2 tablespoons butter
1 large clove garlic, smashed
1/2 small onion, peeled
1 (28- or 32-ounce) can San Marzano tomatoes (look for DOP on the label)
A handful of fresh basil leaves, torn
16 slices (about 1/4-inch thick) green tomatoes
1 cup fresh ricotta cheese (cow or sheep’s milk)
2 tablespoons chopped fresh thyme
2 tablespoons chopped fresh chives
2 tablespoons chopped garlic chives (see Note)
2 tablespoons chopped fresh parsley
Flour, for dredging
3 eggs, beaten
1 cup panko breadcrumbs
1/2 cup grated Parmigiano-Reggiano cheese
1/2 cup yellow cornmeal
1 teaspoon granulated onion
1 teaspoon granulated garlic
3 tablespoons finely chopped flat-leaf parsley
Olive oil, for shallow-frying
Make the sauce: Melt the butter in a saucepan over medium heat. When it foams, add the garlic and stir 1 minute. Add the onion half and the tomatoes, crushing the tomatoes a bit. Stir in basil and a little salt. Simmer for 20 minutes, then discard the onion. Keep the sauce warm while you assemble and fry the green tomatoes.
While the sauce is simmering, prep the green tomatoes and make the stuffing: Salt the tomato slices and drain on paper towels or a kitchen towel for 20 minutes, turning once. Stir together the ricotta, thyme, chives, garlic chives, and chopped parsley in a small bowl. Season with salt and pepper.
Line up 3 shallow bowls on the counter.
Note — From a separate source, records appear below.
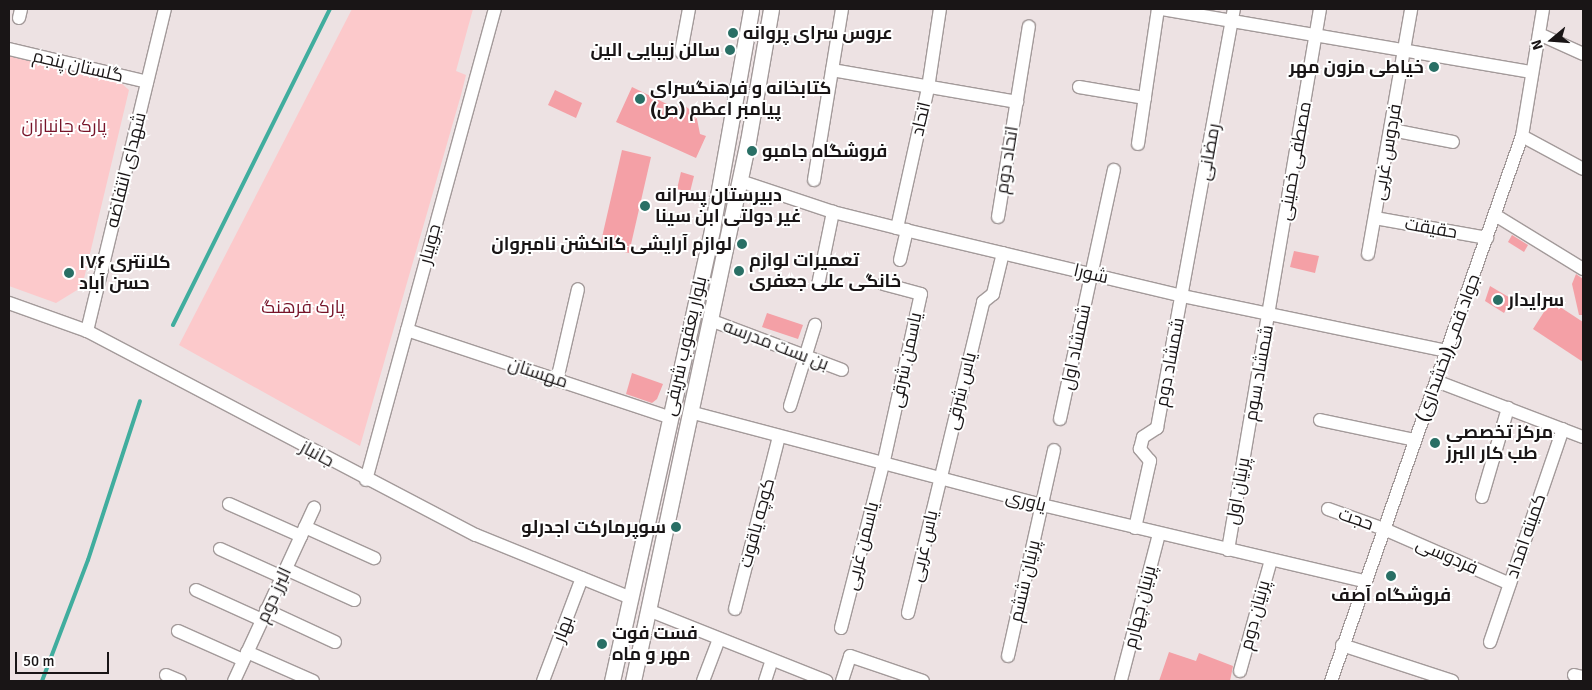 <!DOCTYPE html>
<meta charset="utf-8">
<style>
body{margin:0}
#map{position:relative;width:1592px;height:690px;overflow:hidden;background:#ede2e3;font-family:Signika,Cairo,sans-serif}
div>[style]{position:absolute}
.green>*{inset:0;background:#fcc9cb}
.stream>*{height:4px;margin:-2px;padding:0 2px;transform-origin:2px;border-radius:2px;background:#40ad9e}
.building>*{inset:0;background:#f4a0a6}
.roads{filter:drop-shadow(1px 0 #a39a9a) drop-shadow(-1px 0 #a39a9a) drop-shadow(0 1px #a39a9a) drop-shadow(0 -1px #a39a9a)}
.minor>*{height:12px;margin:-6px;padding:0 6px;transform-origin:6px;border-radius:6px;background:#fff}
.major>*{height:15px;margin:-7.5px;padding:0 7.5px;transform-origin:7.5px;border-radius:7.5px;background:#fff}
.dots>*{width:14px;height:14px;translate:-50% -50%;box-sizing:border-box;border:2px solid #fff;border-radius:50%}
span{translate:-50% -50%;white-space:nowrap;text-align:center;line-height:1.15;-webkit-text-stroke:4px #fff;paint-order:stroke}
.poi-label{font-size:18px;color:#191516;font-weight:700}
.left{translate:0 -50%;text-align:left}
.right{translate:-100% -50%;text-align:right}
.street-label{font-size:18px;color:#191516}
.park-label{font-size:18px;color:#761429}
.frame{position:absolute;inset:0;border:10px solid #191516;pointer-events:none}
.north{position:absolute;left:1527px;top:15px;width:50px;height:50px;-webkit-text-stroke:4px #fff;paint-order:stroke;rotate:252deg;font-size:14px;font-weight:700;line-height:20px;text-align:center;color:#191516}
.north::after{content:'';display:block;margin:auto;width:18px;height:22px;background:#191516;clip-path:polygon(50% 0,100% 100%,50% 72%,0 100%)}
.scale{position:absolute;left:15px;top:652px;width:94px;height:22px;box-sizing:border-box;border:2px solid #191516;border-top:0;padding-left:6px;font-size:15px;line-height:18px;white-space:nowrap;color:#191516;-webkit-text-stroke:4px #fff;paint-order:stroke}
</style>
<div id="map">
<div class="green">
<div style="clip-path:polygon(352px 9px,473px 9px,456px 71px,466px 75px,461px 95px,360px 446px,179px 345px)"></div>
<div style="clip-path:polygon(9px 56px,121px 83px,129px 90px,82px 287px,56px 303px,9px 286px)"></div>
</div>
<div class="stream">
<div style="left:173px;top:325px;width:353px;rotate:-63.6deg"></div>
<div style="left:42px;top:681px;width:129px;rotate:-69.2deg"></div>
<div style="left:88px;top:560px;width:167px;rotate:-71.9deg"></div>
</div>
<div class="building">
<div style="clip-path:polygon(632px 87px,671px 106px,685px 106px,696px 114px,700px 134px,706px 136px,696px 158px,616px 122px)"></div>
<div style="clip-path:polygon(555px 90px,582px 103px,576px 118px,548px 105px)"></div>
<div style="clip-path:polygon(622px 150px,651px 157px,629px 253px,600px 246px)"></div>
<div style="clip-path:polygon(681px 172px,694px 176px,690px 192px,677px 189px)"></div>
<div style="clip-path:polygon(1512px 235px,1528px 245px,1524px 252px,1508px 242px)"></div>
<div style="clip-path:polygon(1294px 251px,1319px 256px,1315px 273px,1290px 267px)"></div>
<div style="clip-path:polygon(1576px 274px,1583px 279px,1583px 315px,1579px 315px,1572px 284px)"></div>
<div style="clip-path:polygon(1490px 286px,1512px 299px,1504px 313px,1485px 301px)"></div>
<div style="clip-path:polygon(1551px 301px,1583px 322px,1583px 362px,1533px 329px)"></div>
<div style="clip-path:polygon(767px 313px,803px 325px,798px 339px,762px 327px)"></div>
<div style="clip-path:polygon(632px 373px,663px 384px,657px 399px,652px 403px,626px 394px)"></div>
<div style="clip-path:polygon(1169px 652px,1196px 661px,1199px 653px,1233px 666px,1230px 681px,1159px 681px)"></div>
</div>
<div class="roads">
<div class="minor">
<div style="left:1162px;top:9px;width:375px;rotate:9.7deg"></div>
<div style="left:19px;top:18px;width:9px;rotate:-77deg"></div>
<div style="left:1539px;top:34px;width:48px;rotate:24.4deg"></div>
<div style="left:9px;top:49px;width:142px;rotate:13.4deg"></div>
<div style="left:681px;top:52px;width:44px;rotate:-79.5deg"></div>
<div style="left:832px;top:70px;width:188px;rotate:9.8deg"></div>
<div style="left:1079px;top:87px;width:67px;rotate:9.5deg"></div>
<div style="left:1392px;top:130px;width:62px;rotate:11.1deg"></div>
<div style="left:1522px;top:136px;width:69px;rotate:28.4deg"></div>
<div style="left:1138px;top:144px;width:136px;rotate:-81.6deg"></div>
<div style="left:814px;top:180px;width:173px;rotate:-80.7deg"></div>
<div style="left:740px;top:181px;width:98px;rotate:18.4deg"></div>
<div style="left:833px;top:212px;width:66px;rotate:14deg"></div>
<div style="left:897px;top:228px;width:294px;rotate:13.4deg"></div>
<div style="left:1183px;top:296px;width:269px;rotate:11.8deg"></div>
<div style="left:1495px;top:215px;width:103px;rotate:31.5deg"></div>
<div style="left:998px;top:217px;width:193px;rotate:-80.8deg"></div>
<div style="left:1375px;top:218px;width:114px;rotate:10.1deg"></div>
<div style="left:897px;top:228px;width:143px;rotate:-77.5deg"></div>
<div style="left:928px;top:88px;width:80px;rotate:-81.4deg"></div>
<div style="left:1368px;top:254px;width:249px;rotate:-80deg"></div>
<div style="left:900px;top:260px;width:31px;rotate:-77deg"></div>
<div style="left:818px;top:285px;width:75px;rotate:-78.4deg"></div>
<div style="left:9px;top:303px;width:83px;rotate:19.7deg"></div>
<div style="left:87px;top:331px;width:439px;rotate:27.7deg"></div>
<div style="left:476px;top:535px;width:165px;rotate:22.1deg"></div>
<div style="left:710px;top:320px;width:141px;rotate:20.7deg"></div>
<div style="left:407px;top:330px;width:276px;rotate:18.4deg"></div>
<div style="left:87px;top:331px;width:331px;rotate:-76.4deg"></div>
<div style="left:557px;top:380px;width:93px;rotate:-77deg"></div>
<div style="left:1436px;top:381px;width:157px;rotate:20.9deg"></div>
<div style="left:790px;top:406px;width:85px;rotate:-72.8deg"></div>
<div style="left:690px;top:412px;width:364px;rotate:14.8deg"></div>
<div style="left:1042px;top:505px;width:331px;rotate:13.3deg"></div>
<div style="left:1060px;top:419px;width:255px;rotate:-77.8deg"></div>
<div style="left:1320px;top:420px;width:97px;rotate:11.9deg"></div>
<div style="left:366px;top:480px;width:488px;rotate:-74.7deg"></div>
<div style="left:1482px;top:497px;width:93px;rotate:-73.7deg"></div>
<div style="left:229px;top:504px;width:79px;rotate:24deg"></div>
<div style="left:1328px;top:509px;width:59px;rotate:19.7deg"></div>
<div style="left:1384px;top:529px;width:137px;rotate:23.6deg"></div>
<div style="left:305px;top:527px;width:76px;rotate:24.2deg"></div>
<div style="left:1135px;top:528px;width:69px;rotate:-77.4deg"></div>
<div style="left:1150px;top:461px;width:16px;rotate:-130deg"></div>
<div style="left:1140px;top:449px;width:12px;rotate:-76deg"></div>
<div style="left:1143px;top:437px;width:17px;rotate:-33deg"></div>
<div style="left:1157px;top:428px;width:426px;rotate:-79.6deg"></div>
<div style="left:220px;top:549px;width:68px;rotate:24.3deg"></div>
<div style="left:1228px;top:550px;width:549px;rotate:-80.35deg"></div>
<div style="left:286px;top:569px;width:75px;rotate:24.5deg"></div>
<div style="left:196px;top:590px;width:72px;rotate:24.4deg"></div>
<div style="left:735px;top:609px;width:178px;rotate:-75.7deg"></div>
<div style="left:266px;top:610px;width:76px;rotate:24.9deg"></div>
<div style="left:648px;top:610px;width:192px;rotate:21.7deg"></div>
<div style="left:908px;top:613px;width:320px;rotate:-76.4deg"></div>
<div style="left:983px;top:302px;width:13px;rotate:-39deg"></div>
<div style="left:993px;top:294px;width:42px;rotate:-76.3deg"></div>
<div style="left:841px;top:628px;width:168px;rotate:-75.6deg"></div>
<div style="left:883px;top:465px;width:175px;rotate:-77.5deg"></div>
<div style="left:921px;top:294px;width:39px;rotate:-165deg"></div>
<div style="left:178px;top:631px;width:71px;rotate:24deg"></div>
<div style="left:1490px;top:642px;width:225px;rotate:-71.1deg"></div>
<div style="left:1342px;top:645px;width:116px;rotate:18.1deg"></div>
<div style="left:247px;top:652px;width:72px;rotate:23.7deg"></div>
<div style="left:1008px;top:656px;width:211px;rotate:-77.4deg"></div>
<div style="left:1240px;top:671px;width:115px;rotate:-74.4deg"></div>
<div style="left:166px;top:675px;width:15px;rotate:23deg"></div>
<div style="left:1574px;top:675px;width:9px;rotate:13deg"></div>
<div style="left:1121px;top:680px;width:151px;rotate:-75.4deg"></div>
<div style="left:234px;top:681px;width:191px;rotate:-65.2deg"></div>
<div style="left:543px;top:681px;width:110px;rotate:-69.3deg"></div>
<div style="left:703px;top:681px;width:45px;rotate:-69.1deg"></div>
<div style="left:765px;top:681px;width:22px;rotate:-72deg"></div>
<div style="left:842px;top:681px;width:26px;rotate:-72deg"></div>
<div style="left:850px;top:656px;width:77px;rotate:18.9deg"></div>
<div style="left:1331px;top:681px;width:577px;rotate:-70.69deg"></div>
<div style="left:1522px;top:136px;width:129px;rotate:-80.6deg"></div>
</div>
<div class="major">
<div style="left:612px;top:681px;width:463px;rotate:-77.5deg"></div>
<div style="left:712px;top:229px;width:223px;rotate:-79.9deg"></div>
<div style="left:633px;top:681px;width:552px;rotate:-77.98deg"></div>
<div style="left:748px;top:141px;width:134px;rotate:-80.1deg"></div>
</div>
</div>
<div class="dots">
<div style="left:733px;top:33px;background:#296f65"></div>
<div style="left:730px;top:50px;background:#296f65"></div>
<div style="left:1434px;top:67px;background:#296f65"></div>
<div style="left:640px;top:99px;background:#296f65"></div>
<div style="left:752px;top:151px;background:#296f65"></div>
<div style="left:645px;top:206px;background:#296f65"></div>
<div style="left:742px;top:244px;background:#296f65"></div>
<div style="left:739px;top:271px;background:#296f65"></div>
<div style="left:69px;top:273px;background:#296f65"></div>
<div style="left:1498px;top:300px;background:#296f65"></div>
<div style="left:1435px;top:443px;background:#296f65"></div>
<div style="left:676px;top:527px;background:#296f65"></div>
<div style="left:1391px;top:576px;background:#296f65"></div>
<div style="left:602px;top:644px;background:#296f65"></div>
</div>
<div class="poi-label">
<span class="left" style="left:743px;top:33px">عروس سرای پروانه</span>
<span class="right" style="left:720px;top:50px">سالن زیبایی الین</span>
<span class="right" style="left:1424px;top:67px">خیاطی مزون مهر</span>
<span class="left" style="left:650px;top:99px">کتابخانه و فرهنگسرای<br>پیامبر اعظم (ص)</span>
<span class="left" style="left:762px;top:151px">فروشگاه جامبو</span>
<span class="left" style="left:655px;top:206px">دبیرستان پسرانه<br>غیر دولتی ابن سینا</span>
<span class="right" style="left:732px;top:244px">لوازم آرایشی کانکشن نامبروان</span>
<span class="left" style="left:749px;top:271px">تعمیرات لوازم<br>خانگی علی جعفری</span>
<span class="left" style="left:79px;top:273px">کلانتری ۱۷۶<br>حسن آباد</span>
<span class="left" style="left:1508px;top:300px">سرایدار</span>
<span class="left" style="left:1446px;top:443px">مرکز تخصصی<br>طب کار البرز</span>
<span class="right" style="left:666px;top:527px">سوپرمارکت اجدرلو</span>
<span style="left:1391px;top:595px">فروشگاه آصف</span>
<span class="left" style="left:612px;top:644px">فست فوت<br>مهر و ماه</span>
</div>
<div class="street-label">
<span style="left:78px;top:66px;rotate:13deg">گلستان پنجم</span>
<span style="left:921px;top:119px;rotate:-77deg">اتحاد</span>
<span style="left:1209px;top:152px;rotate:-80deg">رمضانی</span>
<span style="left:1387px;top:152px;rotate:-80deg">فردوس غربی</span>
<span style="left:1007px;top:160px;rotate:-81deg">اتحاد دوم</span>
<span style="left:1295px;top:161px;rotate:-80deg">مصطفی خمینی</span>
<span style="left:126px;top:170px;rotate:-76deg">شهدای انتفاضه</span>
<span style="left:1431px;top:228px;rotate:10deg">حقیقت</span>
<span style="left:430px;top:244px;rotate:-75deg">جویبار</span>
<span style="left:1091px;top:274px;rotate:13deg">شورا</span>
<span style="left:776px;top:345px;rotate:21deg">بن بست مدرسه</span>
<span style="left:685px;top:346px;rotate:-77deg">بلوار یعقوب شریفی</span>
<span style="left:1076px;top:347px;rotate:-78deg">شمشاد اول</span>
<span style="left:1448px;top:348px;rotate:-70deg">جواد قمی(بخشداری)</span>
<span style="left:906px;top:360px;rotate:-78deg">یاسمن شرقی</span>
<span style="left:1170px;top:362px;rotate:-79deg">شمشاد دوم</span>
<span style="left:538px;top:373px;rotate:18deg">مهستان</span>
<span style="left:1259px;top:373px;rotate:-80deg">شمشاد سوم</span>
<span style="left:961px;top:391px;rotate:-76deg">یاس شرقی</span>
<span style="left:317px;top:454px;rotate:28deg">جانباز</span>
<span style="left:1238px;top:491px;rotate:-80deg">پرنیان اول</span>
<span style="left:1026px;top:501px;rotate:14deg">یاوری</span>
<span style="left:1356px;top:519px;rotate:19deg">حجت</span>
<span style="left:757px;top:523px;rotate:-75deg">کوچه یاقوت</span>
<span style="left:1526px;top:536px;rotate:-71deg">کمیته امداد</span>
<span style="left:862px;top:546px;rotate:-76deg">یاسمن غربی</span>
<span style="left:924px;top:546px;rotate:-77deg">یاس غربی</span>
<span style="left:1447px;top:556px;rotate:24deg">فردوسی</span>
<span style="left:1025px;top:581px;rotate:-77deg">پرنیان ششم</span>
<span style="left:274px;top:595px;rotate:-65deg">البرز دوم</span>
<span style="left:1140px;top:607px;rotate:-76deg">پرنیان چهارم</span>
<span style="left:1255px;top:615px;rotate:-75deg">پرنیان دوم</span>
<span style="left:563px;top:629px;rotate:-69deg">بهار</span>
</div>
<div class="park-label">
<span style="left:64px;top:126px">پارک جانبازان</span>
<span style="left:303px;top:307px">پارک فرهنگ</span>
</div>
<div class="frame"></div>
<div class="north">N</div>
<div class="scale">50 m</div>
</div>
Spread out the flour in one; beat the eggs in the second; and mix together the panko, Parm, cornmeal, granulated onion, granulated garlic, and finely chopped parsley in the third.
Dollop the ricotta mixture onto 8 of the tomato slices and top with the remaining tomatoes. Coat the “sandwiches” first in flour, then in egg, and finally in the breadcrumb mix, pressing to make sure the coating sticks.
Heat 1/4 inch oil in a large skillet over medium to medium-high heat. Add the stuffed tomato sandwiches and fry about 3 minutes on each side. Serve hot with the sauce.
You could use 2 chopped garlic cloves instead of the garlic chives.